Health & Medical Stress Management

Rejection Affects Health

Rejection Affects Health

Rejection Affects Health


Inflammatory Response to Rejection May Damage Health

Aug. 2, 2010 -- Rejection triggers responses in the body that can increase a person’s risk for maladies such as asthma, arthritis, cardiovascular disease, and depression, a new study says.

Scientists at UCLA recruited 124 healthy young adults to participate in a lab-based test aimed at determining whether social stress such as rejection causes inflammation, which can have detrimental effects on mental and physical health.

Participants were put through stressful tests that were designed to make them feel rejected. Measurements of inflammatory markers were performed on samples of oral fluids taken before and after the tests.

Rejection and Inflammation


First, the young people were told to enter a room, where they faced people wearing white coats to make them look smart and official, researcher George M. Slavich, PhD, a UCLA clinical psychologist, tells WebMD.

Then they were told to prepare and make a 5-minute speech on why they’d make a good administrative assistant, while standing in front of the “raters,” who were holding clipboards to look even more official and intimidating.

Then the participants were told to count backward by sevens from 2,935, and that if they goofed, they’d have to start over, counting backward by 13, “while those watching acted as if they were exasperated, asking them to go more quickly,” Slavich tells WebMD.

Not surprisingly, the inflammatory biological markers in oral fluids increased dramatically after the stressful tests.

More Stressed, More Inflammation


Later, 31 of the same participants took part in a computerized ball-tossing game while lying in a functional magnetic resonance imaging machine, programmed to light up brain regions that showed stress.
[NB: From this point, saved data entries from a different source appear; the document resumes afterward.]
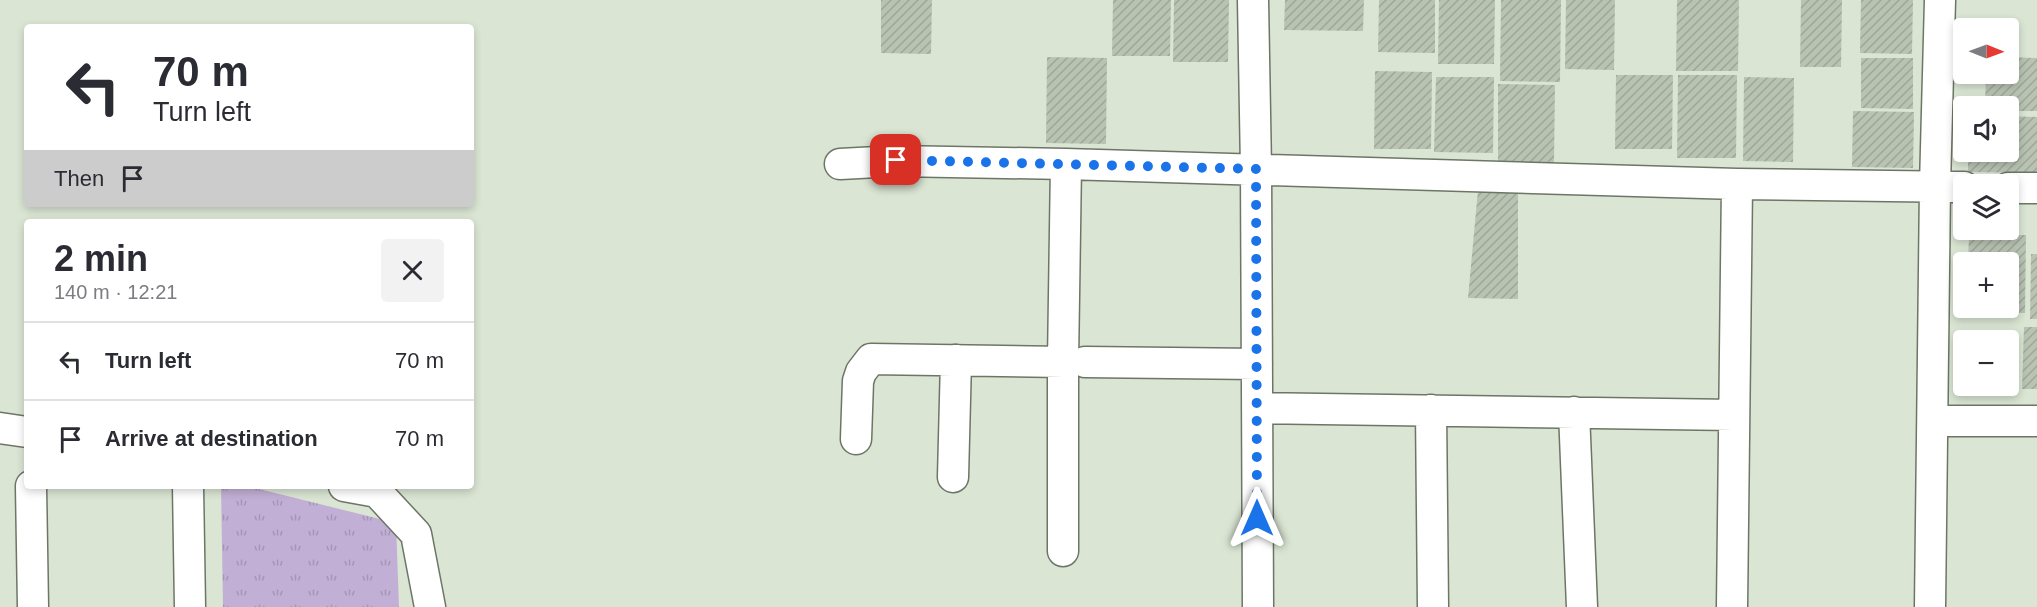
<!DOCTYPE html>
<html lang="en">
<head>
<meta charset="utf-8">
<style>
  body { margin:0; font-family:Arial,sans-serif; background:#f2f2f3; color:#2b2b33; height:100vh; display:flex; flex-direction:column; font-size:22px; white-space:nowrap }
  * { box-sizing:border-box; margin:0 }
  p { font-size:20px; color:#7c7c81 }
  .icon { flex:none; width:33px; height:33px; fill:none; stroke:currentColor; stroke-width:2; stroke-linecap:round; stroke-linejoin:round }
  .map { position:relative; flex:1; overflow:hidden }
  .panel { position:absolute; left:24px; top:219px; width:450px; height:270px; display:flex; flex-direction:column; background:#fff; border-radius:6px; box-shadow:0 3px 9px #0003 }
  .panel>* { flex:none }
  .guide { position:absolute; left:24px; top:24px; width:450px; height:183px; border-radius:6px; box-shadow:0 3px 9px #0003; background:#fff; color:#2b2b33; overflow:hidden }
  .needle { width:39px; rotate:91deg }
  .buttons { position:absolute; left:1953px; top:18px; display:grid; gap:12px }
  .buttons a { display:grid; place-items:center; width:66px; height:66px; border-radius:6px; background:#fff; box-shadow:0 3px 9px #0003; font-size:30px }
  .pin { position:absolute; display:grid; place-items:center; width:51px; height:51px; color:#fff; margin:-26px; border-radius:12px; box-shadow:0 3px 9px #0006 }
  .me { position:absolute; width:66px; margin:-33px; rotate:0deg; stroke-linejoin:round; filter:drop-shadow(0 0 4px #0008) }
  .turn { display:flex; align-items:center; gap:21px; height:126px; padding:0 30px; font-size:27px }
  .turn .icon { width:78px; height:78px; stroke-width:2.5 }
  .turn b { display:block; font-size:42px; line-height:51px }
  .then { display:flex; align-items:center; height:57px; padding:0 30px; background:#0003; gap:12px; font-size:22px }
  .round { display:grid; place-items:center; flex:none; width:63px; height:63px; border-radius:6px; background:#f2f2f3 }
  .summary { display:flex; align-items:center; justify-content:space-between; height:102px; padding:0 30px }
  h1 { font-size:36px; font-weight:800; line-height:45px }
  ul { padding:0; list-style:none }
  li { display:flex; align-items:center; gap:18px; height:78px; padding:0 30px; border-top:2px solid #e1e1e2 }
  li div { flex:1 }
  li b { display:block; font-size:22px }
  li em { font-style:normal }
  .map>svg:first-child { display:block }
  .grass { fill:url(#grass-tufts) }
  .building { fill:url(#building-hatch) }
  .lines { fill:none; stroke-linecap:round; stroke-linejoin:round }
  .street-casing { stroke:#6d7666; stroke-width:33 }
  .street { stroke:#fff; stroke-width:30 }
  .route { stroke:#1a73e8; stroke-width:10; stroke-dasharray:0 18 }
</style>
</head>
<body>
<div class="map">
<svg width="2037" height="607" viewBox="0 0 2037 607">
  <defs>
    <pattern id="grass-tufts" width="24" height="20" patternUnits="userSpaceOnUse" patternTransform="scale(1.5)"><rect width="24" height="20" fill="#c2afd5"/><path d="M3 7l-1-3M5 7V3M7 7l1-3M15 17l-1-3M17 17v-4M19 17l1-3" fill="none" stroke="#a696b6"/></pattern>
    <pattern id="building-hatch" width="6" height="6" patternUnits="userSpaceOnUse" patternTransform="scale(1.5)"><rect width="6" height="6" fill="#b9c3b2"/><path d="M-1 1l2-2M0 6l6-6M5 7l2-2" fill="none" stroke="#9ea798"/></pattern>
  </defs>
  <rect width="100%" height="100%" fill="#dae5d3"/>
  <path class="grass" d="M 221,486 L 247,486 L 396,523 L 399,607 L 223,607 Z"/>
  <path class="building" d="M 881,0 L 932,0 L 931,54 L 881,53 Z
    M 1113,0 L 1171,0 L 1170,56 L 1112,56 Z
    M 1174,0 L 1229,0 L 1228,62 L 1173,62 Z
    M 1285,0 L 1364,0 L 1363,31 L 1284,30 Z
    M 1379,0 L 1435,0 L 1435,53 L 1378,52 Z
    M 1439,0 L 1495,0 L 1494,64 L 1438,64 Z
    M 1501,0 L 1561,0 L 1560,82 L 1500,81 Z
    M 1566,0 L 1615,0 L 1614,70 L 1565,69 Z
    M 1677,0 L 1739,0 L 1738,71 L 1676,71 Z
    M 1801,0 L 1842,0 L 1841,67 L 1800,67 Z
    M 1861,0 L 1913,0 L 1912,54 L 1860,53 Z
    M 1047,57 L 1107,58 L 1106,144 L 1046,143 Z
    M 2008,57 L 2037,58 L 2037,111 L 2008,111 L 2008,106 L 1985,106 L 1986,74 L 2008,74 Z
    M 1861,58 L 1913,58 L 1913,109 L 1861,108 Z
    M 1375,71 L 1432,72 L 1431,149 L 1374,149 Z
    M 1616,75 L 1673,75 L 1672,149 L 1615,149 Z
    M 1678,75 L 1737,75 L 1736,158 L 1677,158 Z
    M 1436,77 L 1494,77 L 1493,153 L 1434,152 Z
    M 1744,77 L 1794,78 L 1793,162 L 1743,161 Z
    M 1498,84 L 1555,85 L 1554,163 L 1498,162 Z
    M 1853,111 L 1914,112 L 1913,168 L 1852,167 Z
    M 2008,116 L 2037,117 L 2037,173 L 1968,172 L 1968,152 L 2008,152 Z
    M 1478,190 L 1518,192 L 1518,299 L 1468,298 Z
    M 1969,235 L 2026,235 L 2025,313 L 1967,312 L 1968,308 L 2008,308 L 2008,262 L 1968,262 Z
    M 2031,254 L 2037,254 L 2037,319 L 2030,319 Z
    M 2024,327 L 2037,327 L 2037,389 L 2022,389 Z"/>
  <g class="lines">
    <defs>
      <path id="street" d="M 1253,0 L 1256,169 L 1258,607
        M 840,164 L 896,161 L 1066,164 L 1737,184 L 1964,187
        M 2008,188 L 2037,188
        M 1085,362 L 1257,364
        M 1257,408 L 1734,415
        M 1431,410 L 1433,607
        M 1574,412 L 1582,607
        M 1934,421 L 2037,421
        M 0,428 L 27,432
        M 856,439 L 858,381 L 861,372 L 871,359 L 1063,362
        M 953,477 L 956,360
        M 31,486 L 33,607
        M 188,486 L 190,607
        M 344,486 L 377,492 L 416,534 L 430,607
        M 1063,551 L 1063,362 L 1066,164
        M 1732,607 L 1737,184
        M 1930,607 L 1935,186 L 1940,0"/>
    </defs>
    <use href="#street" class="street-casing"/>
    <use href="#street" class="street"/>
  </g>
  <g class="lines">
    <path class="route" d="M 896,160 L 1256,169 L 1257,518"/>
  </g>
</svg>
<div class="buttons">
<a><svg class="needle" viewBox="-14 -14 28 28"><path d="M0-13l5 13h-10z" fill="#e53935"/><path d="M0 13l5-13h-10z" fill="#7c7c81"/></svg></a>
<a><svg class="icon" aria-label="sound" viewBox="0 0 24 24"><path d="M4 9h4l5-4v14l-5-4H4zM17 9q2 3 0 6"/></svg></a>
<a><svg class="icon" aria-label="layers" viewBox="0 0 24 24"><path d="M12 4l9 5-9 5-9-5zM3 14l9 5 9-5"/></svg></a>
<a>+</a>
<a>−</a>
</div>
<div class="pin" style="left:896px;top:160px;background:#d93025"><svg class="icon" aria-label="arrive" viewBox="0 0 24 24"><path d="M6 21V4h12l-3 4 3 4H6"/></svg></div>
<svg class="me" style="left:1257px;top:518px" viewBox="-20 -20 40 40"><path d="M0-17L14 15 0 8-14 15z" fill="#1a73e8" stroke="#fff" stroke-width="4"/></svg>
<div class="guide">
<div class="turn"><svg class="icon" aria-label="left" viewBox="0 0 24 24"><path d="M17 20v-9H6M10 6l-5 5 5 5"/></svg><div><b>70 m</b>Turn left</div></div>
<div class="then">Then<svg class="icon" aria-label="arrive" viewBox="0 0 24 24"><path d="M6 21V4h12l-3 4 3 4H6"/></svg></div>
</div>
<section class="panel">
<div class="summary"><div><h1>2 min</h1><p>140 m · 12:21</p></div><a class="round"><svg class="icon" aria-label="close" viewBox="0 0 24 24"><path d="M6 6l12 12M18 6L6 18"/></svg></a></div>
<ul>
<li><svg class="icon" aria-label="left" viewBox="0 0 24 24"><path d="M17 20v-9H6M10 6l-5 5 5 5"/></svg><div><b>Turn left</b></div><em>70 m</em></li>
<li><svg class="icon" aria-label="arrive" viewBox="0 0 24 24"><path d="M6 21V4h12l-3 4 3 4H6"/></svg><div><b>Arrive at destination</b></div><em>70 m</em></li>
</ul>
</section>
</div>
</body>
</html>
The volunteers were made to feel as if they were goofing up and that imaginary people they thought were playing with them suddenly stopped without reason.

Brain regions associated with fear, stress, and rejection lit up.

“People who showed the greatest neural responses to being excluded during [the game] also had shown the greatest increase in inflammatory activity during the earlier public speaking task,” he says. “So those individuals who were most sensitive to social rejection, at least neurally speaking, showed the greatest biological responses to that acute stressor of public speaking,” Slavich tells WebMD.

The experiments were meant to help scientists work with people who feel rejected and teach them to respond appropriately, Slavich says.

Not thinking the worst, he suggests, may be best for your health.